/ 22 October 1999

It’s payback time, says Xhosa nation

Peter Dickson

February 16 1857, said the teenage prophet, would be a day like no other. After the people had killed all their diseased cattle and left their crops to rot in sacrifice, the dead would rise. They would bring with them abundant cattle and food, drive the British into the sea, and herald the dawn of a golden new age.

Instead, more than 20 000 believers starved to death, thousands more were forced into migrant servitude for survival, and the British drove off the king and resettled the desolate wasteland left by his people.

Now, on the eve of the new millennium and still among Africa’s most impoverished people, the Xhosa royal council has told Britain’s Prince Charles it’s payback time.

In an extraordinary letter sent to Buckingham Palace, British high commissioner Dame Maeve Fort and South African Minister of Foreign Affairs Nkosazana Dlamini-Zuma, and bearing the seal of Xhosa King Xolilizwe Sigcawu, the young bloods of the new royal council accuse the British of direct complicity in the Xhosa national suicide and of stripping a once proud nation of its dignity.

Says Nelson Mandela’s praise poet and Xhosa royal council chief executive officer Zolani Mkiva: “It is time. We cannot be submissive any longer, we love our nation too much. We want to start a new century afresh and put the evils of the past behind us.”

It was something tried by the Herero people of Namibia last year, without success. Visiting the former colony in March last year, German President Roman Herzog refused to apologise for the 1904 extermination order that crushed a Herero rebellion and decimated 75% of its people, saying that “too much time has passed for a formal apology to the Hereros to make sense”.

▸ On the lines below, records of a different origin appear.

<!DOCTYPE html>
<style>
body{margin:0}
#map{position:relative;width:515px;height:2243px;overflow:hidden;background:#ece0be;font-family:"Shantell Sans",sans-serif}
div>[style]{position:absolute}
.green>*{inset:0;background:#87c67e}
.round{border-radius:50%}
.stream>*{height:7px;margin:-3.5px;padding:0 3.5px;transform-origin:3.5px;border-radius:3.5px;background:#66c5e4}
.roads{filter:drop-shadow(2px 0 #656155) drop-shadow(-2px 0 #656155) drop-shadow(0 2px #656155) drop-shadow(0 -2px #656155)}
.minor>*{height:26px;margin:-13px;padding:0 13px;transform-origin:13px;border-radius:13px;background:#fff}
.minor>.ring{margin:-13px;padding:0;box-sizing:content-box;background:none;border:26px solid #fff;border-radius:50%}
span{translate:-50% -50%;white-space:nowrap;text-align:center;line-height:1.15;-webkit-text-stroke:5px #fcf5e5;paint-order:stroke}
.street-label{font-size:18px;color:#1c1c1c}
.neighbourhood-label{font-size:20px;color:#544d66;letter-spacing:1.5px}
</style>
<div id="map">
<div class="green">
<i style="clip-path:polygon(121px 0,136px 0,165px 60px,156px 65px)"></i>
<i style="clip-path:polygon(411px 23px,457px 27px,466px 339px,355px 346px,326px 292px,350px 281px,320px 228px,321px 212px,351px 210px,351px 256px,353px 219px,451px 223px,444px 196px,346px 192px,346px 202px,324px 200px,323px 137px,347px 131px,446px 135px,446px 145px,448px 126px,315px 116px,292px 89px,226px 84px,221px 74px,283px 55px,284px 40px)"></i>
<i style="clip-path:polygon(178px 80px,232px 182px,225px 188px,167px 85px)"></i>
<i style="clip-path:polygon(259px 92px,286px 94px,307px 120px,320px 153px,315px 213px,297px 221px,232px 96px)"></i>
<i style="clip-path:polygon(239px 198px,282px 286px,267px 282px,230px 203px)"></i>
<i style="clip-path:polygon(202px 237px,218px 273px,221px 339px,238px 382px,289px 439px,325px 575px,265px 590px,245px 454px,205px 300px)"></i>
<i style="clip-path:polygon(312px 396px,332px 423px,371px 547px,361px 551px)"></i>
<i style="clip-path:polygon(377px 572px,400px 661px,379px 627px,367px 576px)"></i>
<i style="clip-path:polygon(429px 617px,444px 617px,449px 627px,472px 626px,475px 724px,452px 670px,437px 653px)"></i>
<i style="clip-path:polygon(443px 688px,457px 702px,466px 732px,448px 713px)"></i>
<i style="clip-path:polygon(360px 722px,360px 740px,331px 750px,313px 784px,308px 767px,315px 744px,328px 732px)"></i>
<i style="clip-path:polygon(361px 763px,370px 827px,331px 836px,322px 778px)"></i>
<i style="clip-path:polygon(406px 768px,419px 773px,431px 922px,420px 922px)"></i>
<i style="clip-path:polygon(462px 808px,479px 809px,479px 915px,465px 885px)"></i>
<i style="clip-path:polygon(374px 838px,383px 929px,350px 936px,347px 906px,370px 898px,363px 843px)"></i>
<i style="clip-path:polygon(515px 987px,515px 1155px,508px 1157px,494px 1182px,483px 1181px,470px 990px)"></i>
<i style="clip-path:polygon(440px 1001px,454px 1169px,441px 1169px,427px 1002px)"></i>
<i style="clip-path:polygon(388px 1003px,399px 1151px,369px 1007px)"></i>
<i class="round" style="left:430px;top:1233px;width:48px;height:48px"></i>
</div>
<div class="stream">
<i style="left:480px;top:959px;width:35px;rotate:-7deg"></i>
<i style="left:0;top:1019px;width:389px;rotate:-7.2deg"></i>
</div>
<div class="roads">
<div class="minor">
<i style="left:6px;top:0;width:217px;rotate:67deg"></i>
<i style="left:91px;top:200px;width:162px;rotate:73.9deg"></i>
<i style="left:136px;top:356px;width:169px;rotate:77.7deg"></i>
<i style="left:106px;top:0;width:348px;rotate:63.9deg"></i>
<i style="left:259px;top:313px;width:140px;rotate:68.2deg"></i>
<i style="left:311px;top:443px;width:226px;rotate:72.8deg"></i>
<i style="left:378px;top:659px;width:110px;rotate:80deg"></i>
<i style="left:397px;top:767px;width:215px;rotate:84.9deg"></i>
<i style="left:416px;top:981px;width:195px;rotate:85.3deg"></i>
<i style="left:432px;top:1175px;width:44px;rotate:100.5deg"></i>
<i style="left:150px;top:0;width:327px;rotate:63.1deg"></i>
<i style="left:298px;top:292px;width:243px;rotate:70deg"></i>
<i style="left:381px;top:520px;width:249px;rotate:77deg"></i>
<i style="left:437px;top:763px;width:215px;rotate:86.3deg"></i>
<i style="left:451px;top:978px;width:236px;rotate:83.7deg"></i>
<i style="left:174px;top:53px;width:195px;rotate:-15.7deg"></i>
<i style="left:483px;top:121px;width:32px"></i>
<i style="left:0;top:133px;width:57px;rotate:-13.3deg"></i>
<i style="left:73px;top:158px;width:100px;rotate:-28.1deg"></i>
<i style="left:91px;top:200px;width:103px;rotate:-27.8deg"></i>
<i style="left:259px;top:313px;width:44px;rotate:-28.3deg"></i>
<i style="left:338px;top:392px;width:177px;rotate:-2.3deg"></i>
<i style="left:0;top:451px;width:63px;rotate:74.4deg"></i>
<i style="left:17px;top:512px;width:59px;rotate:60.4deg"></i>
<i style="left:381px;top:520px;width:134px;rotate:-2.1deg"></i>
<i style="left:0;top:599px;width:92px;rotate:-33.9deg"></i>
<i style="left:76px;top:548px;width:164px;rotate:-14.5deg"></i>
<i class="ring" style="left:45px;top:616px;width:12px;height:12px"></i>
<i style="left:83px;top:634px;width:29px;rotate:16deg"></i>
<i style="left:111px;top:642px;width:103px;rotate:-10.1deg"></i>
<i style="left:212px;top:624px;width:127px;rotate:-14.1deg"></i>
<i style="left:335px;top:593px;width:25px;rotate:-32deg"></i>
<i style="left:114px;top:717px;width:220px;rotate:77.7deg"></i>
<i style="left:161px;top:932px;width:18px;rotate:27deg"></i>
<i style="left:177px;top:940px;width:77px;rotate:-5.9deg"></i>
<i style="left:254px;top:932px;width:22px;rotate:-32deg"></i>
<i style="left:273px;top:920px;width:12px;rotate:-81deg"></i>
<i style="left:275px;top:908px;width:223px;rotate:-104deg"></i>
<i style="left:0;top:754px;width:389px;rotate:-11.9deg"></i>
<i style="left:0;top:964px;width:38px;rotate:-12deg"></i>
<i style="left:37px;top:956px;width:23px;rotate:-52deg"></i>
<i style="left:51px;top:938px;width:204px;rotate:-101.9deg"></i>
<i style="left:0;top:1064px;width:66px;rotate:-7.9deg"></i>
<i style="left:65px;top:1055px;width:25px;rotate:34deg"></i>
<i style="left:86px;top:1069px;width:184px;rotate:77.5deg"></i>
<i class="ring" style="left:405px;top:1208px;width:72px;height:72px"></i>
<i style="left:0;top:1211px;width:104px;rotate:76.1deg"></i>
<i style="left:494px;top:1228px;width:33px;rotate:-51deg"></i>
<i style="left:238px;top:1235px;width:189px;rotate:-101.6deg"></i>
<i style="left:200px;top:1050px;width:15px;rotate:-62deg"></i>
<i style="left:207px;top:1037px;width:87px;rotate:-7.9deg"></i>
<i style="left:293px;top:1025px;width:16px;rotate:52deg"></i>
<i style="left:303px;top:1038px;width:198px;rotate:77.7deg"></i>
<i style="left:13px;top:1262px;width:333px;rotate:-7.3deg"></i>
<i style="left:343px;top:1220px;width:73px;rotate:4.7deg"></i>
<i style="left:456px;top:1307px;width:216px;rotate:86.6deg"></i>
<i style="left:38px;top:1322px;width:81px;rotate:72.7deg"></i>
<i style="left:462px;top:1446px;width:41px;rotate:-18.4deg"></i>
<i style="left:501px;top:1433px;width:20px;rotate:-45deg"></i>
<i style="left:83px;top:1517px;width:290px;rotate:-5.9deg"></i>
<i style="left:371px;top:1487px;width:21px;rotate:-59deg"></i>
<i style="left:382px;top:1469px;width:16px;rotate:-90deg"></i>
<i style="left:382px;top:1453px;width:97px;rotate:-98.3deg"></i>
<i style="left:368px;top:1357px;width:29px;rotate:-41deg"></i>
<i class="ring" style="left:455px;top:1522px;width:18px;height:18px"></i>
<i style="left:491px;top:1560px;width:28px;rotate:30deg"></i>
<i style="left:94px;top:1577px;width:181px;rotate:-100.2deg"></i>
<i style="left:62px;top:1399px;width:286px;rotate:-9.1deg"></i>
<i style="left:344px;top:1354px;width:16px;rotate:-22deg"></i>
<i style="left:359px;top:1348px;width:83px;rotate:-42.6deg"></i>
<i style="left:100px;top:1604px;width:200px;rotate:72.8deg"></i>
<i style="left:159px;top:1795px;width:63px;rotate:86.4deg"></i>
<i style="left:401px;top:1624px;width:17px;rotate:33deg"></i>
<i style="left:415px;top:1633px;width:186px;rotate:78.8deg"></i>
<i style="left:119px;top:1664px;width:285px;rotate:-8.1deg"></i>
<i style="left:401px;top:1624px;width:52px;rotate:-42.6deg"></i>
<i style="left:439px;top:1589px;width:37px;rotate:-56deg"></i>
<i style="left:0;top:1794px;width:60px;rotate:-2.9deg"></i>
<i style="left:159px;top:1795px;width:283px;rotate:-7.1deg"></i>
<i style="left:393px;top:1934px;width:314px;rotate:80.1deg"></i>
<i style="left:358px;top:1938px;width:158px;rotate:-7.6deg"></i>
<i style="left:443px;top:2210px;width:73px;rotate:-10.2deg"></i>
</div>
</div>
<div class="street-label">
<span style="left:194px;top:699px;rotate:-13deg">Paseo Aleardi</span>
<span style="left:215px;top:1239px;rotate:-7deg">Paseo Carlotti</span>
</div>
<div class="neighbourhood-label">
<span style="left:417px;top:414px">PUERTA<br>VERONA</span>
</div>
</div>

That attitude, Mkiva says, is why the council has chosen to address its letter to the heir to the British throne and not his mother Queen Elizabeth II. The titular head of the Commonwealth, he says, is symbolic of “the old guard and belongs to the old school of thought”. The prince of Wales, on the other hand, was “open- minded, embracing and broad and we would get a better hearing from him”.

South Africa is big business for Britain, still the country’s biggest trading partner, and millions of pounds have been poured into development and education projects in the Eastern Cape, home of the Xhosa.

And the history books argue that Britain’s colonial governor, Sir George Grey, did not sow the seeds of the cataclysm, but merely capitalised on the result of lonely 15-year-old Nongqawuse’s catastrophic prophecy that induced the great Transkei cattle killing from 1856 to 1857.

The University of Cape Town’s Professor Christopher Saunders, Unisa’s Nicholas Southey and leading Xhosa historian and former Rhodes University academic and African National Congress MP Dr Jeff Peires argue that the cattle killing is “best understood as a millenarian response to the process of colonisation which had been eating into the fabric of Xhosa society nnfor decades”.

nPrince nnnCharles may well ask what on earth possessed an outwardly sane and rational people to swallow a teenage ghost story and act on it en masse, but as evidenced in the witch killings that continue, unshakable belief in the powers of the supernatural was as deeply embedded in Xhosa tradition in the mid-19th century as it is in much of the Eastern Cape today.

“Grey was part and parcel of the dirty tricks of that time. He used that girl in an exercise to help the system and he was part of the orchestration, an agent of the regime to disorganise and disintegrate the house of the Xhosa,” Mkiva argues.

“If the British make an issue of this and say it was too long ago, then they have lost their minds,” Mkiva says. The council’s letter is seeking a meeting with Prince Charles to begin the process of reconciliation and which could result in “alleviating economic issues facing the Eastern Cape”.

“We are not necessarily seeking reparations, but we are open to proposals,” Mkiva explains. “We will ask the British to do what they can in showing their remorse by uplifting the needs of our people. They became very rich through colonialism in Africa, and if they are human enough and can still see that it was brutal and gross, they will be able to apologise. It is not just lip service we’re looking for – we cannot be submissive anymore. We will leave no stone unturned in meeting the needs of our people.”

During British Prime Minister Tony Blair’s official visit to South Africa earlier this year, there was no response to what Mkiva calls a “disorganised” royal appeal for an apology to the Xhosa nation. What, then, if Prince Charles agrees with the historians and absolves Sir George Grey of manipulating Nongqawuse?

“That,” says Xhosa heir to the throne Prince Xhanti Sigcawu with a steely glint in his eye that would make his warrior ancestors proud, “won’t be a problem”.